Nevomo started out as a partnership working on Hyperloop, and they have brought the engineering expertise they developed to bear on existing railway infrastructure. Their plan is to retrofit railway lines and their rolling stock to a system they call MagRail, an electromagnetic upgrade to the rail system. The easiest place to start with this is at ports and cargo depots, where containers could shuttle around on trucks without needing an engine to pull them.
As the technology develops they would start to bring magnetic upgrades to inter-city corridors, allowing for faster and more flexible inter-city travel that would use both magnetic propulsion and levitation.

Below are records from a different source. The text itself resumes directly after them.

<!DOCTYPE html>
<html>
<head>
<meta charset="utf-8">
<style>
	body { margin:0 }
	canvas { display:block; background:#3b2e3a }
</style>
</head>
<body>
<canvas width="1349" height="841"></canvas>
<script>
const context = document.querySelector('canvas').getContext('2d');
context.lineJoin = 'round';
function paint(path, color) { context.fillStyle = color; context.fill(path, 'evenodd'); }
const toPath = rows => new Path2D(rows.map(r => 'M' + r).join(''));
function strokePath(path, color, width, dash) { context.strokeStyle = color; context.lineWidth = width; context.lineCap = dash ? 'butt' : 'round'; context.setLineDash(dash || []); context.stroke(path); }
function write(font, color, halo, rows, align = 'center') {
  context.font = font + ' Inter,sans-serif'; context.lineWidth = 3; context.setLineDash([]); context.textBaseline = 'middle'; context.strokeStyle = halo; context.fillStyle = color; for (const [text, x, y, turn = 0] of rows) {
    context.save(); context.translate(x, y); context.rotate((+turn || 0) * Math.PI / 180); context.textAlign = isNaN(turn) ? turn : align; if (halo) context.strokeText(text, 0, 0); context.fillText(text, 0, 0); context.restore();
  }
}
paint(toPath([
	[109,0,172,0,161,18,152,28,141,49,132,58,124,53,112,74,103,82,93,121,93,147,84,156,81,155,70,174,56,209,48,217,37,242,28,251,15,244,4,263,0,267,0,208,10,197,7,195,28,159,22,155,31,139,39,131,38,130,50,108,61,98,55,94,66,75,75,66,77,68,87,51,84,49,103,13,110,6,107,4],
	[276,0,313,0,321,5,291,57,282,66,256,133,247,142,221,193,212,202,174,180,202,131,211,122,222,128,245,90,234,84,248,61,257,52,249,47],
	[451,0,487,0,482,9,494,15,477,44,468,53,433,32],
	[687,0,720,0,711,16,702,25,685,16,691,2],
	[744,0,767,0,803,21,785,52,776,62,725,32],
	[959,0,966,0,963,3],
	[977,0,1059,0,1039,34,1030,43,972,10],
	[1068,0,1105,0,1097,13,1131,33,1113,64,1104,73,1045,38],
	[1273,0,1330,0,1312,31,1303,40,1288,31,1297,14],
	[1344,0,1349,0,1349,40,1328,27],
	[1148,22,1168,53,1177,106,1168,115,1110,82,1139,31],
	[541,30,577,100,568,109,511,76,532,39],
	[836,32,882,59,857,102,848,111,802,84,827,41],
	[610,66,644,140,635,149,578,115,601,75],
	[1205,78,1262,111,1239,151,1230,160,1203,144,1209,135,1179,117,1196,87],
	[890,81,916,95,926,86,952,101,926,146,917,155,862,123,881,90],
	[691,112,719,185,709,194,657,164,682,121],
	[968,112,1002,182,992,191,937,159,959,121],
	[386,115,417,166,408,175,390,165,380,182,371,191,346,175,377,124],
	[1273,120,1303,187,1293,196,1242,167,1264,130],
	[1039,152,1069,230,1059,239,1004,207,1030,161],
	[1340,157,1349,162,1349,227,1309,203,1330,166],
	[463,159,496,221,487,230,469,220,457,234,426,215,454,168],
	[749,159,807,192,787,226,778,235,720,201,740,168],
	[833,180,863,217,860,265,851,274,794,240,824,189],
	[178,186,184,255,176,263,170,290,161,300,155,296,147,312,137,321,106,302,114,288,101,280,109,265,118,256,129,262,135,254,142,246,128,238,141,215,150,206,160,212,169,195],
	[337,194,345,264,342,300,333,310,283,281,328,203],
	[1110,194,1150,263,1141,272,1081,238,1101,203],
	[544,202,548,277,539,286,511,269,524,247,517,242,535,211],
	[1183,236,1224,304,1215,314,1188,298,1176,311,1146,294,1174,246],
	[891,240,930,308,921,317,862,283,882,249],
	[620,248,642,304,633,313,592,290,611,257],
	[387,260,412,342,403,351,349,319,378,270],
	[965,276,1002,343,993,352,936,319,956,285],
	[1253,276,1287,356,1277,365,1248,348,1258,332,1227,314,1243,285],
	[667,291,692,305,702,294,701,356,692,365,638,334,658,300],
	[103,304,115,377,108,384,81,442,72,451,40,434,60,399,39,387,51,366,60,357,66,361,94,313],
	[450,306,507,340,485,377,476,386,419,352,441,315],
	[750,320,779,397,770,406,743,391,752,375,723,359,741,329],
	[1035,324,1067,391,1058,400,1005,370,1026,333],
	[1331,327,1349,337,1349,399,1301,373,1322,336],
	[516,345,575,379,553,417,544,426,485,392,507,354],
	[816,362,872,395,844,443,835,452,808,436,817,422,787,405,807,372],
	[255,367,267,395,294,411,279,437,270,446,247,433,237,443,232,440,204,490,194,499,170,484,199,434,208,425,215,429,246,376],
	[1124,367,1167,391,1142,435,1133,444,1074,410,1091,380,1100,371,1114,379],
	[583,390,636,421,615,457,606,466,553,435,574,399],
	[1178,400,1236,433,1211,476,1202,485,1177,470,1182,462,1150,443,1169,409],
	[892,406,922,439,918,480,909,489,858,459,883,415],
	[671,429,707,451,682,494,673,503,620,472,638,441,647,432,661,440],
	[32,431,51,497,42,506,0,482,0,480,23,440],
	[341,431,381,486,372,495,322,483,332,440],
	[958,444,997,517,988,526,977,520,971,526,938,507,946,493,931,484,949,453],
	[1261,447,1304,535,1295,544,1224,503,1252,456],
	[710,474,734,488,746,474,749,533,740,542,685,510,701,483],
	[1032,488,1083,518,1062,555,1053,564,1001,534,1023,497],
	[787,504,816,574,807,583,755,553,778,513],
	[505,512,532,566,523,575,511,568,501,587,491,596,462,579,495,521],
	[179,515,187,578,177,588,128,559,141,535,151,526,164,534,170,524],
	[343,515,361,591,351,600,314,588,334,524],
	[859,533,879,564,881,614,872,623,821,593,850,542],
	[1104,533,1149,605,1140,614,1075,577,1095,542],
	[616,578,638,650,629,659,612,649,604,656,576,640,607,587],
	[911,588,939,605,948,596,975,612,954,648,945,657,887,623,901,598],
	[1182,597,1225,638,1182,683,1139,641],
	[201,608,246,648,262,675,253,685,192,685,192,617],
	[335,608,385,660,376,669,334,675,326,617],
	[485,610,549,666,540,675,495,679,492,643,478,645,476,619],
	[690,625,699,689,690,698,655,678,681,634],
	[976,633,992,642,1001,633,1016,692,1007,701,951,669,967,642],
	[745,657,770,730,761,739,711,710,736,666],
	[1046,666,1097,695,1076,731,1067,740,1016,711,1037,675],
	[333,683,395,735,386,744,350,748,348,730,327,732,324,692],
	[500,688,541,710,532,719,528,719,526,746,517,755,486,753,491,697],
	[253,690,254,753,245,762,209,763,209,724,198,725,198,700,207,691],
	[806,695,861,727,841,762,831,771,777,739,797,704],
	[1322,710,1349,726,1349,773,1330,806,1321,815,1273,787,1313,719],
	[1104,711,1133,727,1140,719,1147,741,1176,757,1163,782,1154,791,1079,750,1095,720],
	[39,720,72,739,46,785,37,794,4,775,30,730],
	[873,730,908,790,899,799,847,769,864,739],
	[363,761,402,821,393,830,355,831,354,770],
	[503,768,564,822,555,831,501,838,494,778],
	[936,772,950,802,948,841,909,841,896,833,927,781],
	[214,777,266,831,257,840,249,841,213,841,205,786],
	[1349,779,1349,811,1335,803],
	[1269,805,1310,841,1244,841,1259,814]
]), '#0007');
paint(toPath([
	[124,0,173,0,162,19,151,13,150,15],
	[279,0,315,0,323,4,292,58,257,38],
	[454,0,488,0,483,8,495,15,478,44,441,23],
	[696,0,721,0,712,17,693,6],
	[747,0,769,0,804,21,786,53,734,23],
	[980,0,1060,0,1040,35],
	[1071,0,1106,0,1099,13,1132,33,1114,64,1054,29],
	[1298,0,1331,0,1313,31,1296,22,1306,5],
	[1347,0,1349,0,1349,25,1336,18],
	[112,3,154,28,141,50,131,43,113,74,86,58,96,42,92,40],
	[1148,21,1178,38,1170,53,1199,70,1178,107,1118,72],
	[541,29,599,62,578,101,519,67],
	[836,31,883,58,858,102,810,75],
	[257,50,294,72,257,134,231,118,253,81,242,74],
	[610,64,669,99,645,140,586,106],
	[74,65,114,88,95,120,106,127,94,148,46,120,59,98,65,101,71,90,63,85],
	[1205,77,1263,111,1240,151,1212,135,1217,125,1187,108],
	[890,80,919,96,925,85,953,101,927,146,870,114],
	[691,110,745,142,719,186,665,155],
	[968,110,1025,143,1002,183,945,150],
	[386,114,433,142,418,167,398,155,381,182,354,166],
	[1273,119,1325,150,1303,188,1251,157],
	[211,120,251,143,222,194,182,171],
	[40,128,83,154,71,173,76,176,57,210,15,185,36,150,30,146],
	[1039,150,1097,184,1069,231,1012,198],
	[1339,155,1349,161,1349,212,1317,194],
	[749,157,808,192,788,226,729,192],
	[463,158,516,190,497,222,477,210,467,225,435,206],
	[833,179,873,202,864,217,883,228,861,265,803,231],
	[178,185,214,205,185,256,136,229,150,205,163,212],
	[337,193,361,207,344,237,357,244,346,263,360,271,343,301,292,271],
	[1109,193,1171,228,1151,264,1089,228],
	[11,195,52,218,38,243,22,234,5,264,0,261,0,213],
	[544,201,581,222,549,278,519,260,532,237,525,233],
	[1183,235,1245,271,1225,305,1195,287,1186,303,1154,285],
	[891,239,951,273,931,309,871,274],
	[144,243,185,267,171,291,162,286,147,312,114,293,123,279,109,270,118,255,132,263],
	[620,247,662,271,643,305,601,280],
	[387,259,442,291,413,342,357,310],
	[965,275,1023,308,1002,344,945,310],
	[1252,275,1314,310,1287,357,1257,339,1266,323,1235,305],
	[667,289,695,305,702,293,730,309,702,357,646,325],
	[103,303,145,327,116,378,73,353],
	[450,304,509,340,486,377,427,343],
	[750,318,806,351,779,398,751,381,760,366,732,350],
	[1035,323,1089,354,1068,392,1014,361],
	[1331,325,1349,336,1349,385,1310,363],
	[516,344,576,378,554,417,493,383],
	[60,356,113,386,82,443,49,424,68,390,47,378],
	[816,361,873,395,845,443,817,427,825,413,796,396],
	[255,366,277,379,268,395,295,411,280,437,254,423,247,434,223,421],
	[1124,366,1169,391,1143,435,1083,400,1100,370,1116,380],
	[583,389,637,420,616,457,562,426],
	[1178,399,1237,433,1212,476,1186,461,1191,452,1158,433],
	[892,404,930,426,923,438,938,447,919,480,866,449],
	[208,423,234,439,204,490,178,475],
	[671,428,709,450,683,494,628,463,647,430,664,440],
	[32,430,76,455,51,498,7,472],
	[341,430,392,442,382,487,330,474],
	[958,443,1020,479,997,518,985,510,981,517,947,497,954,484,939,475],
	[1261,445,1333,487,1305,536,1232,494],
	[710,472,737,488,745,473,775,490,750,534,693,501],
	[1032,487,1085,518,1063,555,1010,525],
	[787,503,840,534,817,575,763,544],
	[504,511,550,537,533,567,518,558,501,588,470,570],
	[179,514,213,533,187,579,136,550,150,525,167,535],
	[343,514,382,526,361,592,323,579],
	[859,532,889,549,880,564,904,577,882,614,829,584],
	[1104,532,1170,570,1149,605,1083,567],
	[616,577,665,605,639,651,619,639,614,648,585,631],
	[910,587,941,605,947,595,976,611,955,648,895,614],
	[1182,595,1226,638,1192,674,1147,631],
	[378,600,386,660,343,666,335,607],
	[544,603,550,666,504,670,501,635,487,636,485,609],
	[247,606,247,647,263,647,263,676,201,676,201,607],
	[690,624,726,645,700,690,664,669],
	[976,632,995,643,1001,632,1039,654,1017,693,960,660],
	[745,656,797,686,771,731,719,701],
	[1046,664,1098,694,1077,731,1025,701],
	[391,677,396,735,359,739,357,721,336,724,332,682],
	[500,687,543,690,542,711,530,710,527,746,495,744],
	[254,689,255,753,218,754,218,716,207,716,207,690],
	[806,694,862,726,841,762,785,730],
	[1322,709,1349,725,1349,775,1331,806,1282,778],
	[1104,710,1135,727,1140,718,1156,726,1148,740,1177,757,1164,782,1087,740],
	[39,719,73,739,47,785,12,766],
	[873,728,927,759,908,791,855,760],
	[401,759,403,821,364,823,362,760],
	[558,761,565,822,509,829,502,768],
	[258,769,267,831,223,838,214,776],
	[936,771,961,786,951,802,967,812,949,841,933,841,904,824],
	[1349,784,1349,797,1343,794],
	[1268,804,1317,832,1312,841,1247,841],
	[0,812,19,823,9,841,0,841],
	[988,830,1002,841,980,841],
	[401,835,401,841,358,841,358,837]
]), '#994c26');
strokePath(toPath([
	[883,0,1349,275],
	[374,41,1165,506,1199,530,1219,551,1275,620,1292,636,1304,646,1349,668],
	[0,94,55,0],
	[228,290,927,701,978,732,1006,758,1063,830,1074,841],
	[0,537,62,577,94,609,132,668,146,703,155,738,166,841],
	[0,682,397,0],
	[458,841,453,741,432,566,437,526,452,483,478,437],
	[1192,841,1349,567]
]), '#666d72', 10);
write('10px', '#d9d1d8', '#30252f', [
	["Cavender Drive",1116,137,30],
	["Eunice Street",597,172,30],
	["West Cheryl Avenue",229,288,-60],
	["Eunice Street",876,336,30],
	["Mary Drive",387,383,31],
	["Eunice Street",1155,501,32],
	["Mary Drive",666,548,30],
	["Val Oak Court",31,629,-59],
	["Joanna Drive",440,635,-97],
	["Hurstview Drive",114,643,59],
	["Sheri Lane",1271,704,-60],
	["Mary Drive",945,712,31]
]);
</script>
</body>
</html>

In the long term, these new lines could seamlessly integrate with a hyperloop network.
There are a number of interesting things about this. First of all, it uses existing lines, which spares the huge land needs of new rails, and the loss of woodlands and habitats.
By re-using existing infrastructure, Nevomo’s sytem also cuts out the embedded emissions from building new lines, bridges and tunnels. This is an enormous saving in concrete and reduces the climate impact of rail travel. It also re-uses existing trains, at least in its initial phase as a bridge technology. This is an idea fit for a circular economy.
With all this re-use going on, there are considerable cost savings, and those savings continue into operations. Magnetic systems, with their frictionless running, are in theory lower maintenance and could prove cheaper to run.
I’m not the right person to judge the feasibility of all of this. Perhaps it’s too good to be true, and in a few years’ time nobody will remember it, another transport start-up that didn’t come to anything. But last month they achieved a world first and levitated a rail car on an existing track, showing that it’s possible. Nemovo has signed agreements with Duisport in Germany and SNCF in France to assess the technology and see if it could be integrated. It’s further along than it might appear.
Hyperloop itself may turn out be the very definition of a pipe dream. MagRail, which takes the best ideas from Hyperloop and retrofits it for the passenger and cargo rail networks we already have, may be a more practical, affordable and sustainable solution.